* Collected data *

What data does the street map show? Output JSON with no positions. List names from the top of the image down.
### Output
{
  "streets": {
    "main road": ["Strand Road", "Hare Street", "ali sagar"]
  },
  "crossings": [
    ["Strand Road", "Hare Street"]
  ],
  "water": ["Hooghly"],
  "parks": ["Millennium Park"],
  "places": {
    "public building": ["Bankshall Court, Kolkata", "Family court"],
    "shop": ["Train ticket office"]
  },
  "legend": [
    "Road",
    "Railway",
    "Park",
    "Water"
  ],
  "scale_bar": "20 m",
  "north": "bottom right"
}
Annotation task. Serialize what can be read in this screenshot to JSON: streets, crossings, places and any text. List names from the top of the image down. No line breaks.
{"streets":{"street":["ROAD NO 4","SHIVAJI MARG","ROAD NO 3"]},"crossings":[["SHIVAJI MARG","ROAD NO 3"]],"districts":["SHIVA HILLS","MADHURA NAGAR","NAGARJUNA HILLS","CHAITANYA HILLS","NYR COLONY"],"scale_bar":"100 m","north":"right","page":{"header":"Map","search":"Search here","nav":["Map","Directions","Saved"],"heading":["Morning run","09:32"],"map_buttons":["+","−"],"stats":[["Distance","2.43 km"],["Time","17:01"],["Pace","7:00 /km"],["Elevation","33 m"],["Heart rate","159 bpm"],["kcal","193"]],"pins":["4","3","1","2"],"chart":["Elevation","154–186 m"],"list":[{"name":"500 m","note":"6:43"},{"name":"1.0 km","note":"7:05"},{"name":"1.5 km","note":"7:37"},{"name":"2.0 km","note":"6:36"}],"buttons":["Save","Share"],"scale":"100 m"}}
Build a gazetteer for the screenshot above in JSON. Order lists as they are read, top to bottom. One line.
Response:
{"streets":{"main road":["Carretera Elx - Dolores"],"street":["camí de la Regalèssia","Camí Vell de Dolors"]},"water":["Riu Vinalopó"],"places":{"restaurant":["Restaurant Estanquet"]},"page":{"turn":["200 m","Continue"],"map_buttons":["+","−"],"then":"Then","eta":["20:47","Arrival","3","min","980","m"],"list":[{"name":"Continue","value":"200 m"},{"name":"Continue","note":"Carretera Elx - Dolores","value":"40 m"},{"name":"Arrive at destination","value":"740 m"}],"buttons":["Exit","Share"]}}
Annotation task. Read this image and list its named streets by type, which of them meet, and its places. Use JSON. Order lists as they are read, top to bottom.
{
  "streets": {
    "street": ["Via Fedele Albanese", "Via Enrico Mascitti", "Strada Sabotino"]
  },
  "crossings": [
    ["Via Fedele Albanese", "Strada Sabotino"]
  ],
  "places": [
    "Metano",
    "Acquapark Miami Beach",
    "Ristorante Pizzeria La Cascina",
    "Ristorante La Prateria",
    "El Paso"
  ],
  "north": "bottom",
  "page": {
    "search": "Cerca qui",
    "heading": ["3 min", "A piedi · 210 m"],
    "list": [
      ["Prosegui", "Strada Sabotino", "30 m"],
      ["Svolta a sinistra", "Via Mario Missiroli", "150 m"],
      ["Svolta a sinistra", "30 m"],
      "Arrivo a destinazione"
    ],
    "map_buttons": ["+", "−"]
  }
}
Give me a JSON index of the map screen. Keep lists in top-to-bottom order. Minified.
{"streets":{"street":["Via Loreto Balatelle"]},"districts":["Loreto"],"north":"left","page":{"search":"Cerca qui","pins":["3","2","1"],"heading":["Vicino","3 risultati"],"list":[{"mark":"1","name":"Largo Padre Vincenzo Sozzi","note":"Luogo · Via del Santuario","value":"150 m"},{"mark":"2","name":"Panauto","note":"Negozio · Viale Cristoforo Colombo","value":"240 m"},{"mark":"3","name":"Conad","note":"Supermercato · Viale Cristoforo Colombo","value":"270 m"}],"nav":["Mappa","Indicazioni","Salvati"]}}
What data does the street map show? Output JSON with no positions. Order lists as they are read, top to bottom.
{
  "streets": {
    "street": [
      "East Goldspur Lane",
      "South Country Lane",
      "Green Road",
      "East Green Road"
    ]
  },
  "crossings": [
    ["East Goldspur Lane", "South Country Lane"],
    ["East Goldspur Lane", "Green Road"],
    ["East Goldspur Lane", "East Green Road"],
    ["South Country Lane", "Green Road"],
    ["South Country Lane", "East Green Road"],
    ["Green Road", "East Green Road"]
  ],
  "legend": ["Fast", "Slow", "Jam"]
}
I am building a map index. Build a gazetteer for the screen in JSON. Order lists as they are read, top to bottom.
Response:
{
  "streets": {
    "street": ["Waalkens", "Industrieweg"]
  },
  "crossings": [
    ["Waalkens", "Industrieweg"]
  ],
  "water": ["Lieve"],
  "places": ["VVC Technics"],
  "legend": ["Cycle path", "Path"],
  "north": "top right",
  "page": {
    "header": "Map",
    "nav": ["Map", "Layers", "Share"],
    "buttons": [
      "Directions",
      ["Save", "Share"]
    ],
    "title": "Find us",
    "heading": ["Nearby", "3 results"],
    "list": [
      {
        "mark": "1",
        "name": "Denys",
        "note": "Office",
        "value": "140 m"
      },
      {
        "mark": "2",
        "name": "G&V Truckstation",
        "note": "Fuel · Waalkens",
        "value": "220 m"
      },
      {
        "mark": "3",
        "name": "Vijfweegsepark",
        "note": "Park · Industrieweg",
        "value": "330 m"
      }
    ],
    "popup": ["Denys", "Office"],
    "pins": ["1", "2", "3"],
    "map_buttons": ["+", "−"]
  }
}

* Directions for this task *
Scan the records above for the word "gazetteer". Copy each line that has it.

* Exercise answer *
Build a gazetteer for the screenshot above in JSON. Order lists as they are read, top to bottom. One line.
I am building a map index. Build a gazetteer for the screen in JSON. Order lists as they are read, top to bottom.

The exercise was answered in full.